Contre les maux de ventre, la toux, pour la solidification des os ou la dentition de leurs nourrissons, des jeunes parents n’hésitent pas à se tourner vers la pédiatrie traditionnelle. Dans les marchés et yaars de la capitale burkinabè, des consultations et prescriptions se font sous des hangars.
Une poudre noire, des racines d’arbre d’une couleur rougeâtre, des feuilles mortes attachées avec une ficelle. Cette composition est destinée à la protection du bébé d’Odette Ouédraogo, 30 ans. Son bébé, âgé d’environ 5 mois au dos, elle écoute attentivement la prescription de la vendeuse Abibata Sawadogo à Nabi Yaar, en face du centre de santé Saint-Camille de Ouagadougou. Depuis une semaine, le nouveau-né souffre d’une diarrhée chronique. « Nous avons été en consultation au dispensaire. J’ai payé les produits mais il continue de faire la diarrhée. Il pleure beaucoup et nous ne dormons pas la nuit », explique la jeune mère visiblement tourmentée.
Après une petite séance de consultation qui a consisté à toucher le ventre du bébé, une solution semble être trouvée. « Il faudra bouillir l’ensemble des feuilles dans une marmite en terre pendant au moins 3h. Tu ajoutes et mélanges ensuite la poudre noire et tu purges l’enfant deux fois par jour. Tu lui donnes aussi à boire », recommande Abibata à sa cliente.

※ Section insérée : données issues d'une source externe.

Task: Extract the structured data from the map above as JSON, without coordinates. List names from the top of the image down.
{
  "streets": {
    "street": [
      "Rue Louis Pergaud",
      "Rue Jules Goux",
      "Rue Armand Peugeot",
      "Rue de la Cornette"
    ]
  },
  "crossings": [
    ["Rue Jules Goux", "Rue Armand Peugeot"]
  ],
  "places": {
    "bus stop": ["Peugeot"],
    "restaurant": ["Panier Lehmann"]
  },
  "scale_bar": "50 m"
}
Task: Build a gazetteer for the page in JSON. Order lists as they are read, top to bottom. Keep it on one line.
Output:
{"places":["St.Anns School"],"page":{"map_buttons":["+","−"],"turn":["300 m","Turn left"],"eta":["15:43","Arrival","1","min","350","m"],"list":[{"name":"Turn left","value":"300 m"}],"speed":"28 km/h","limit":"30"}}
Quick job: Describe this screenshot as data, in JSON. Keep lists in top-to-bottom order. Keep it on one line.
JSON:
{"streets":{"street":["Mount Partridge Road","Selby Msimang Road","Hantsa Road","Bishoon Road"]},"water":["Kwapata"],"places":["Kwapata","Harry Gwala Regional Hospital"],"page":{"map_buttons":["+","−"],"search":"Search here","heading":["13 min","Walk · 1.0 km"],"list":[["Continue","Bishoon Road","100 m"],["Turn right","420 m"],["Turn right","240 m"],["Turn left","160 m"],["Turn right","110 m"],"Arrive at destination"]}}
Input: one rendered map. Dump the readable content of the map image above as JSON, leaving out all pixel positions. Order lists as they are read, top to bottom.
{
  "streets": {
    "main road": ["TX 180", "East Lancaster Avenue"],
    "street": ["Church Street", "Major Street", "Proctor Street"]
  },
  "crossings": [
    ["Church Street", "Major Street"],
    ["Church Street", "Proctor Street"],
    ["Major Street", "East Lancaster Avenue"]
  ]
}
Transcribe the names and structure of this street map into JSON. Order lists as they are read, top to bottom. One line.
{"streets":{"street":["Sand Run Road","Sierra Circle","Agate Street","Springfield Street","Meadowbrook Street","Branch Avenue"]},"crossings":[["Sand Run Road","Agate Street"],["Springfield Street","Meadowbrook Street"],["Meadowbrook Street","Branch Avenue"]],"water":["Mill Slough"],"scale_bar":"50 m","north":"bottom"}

Odette a opté pour la pédiatrie traditionnelle dans l’espoir que son enfant recouvre la santé. C’est le cas de beaucoup d’autres jeunes mamans. Le rayon de la médecine traditionnelle au marché de Nabi Yaar ne désemplie pas. Près d’une dizaine de magasins sont tous occupés par des personnes du 3e âge. Ce sont, en effet, elles, qui consultent les bébés. « Moi je vends les médicaments et ma maman fait la consultation », explique Abibata. « Le regard et le touché peuvent suffire à détecter le mal dont souffrent les nouveau-nés » explique l’octogénaire Lizéta Kouanda. Les yeux, l’anus, la bouche, la dent, le ventre, la fontanelle, le nombril et même la peau sont des parties du corps scrutées pour détecter les maladies des enfants selon la praticienne de la médecine traditionnelle. A en croire Lizéta Kouanda et d’autres vieilles certaines maladies des enfants ne peuvent être traitées que par les feuilles et racines d’arbres.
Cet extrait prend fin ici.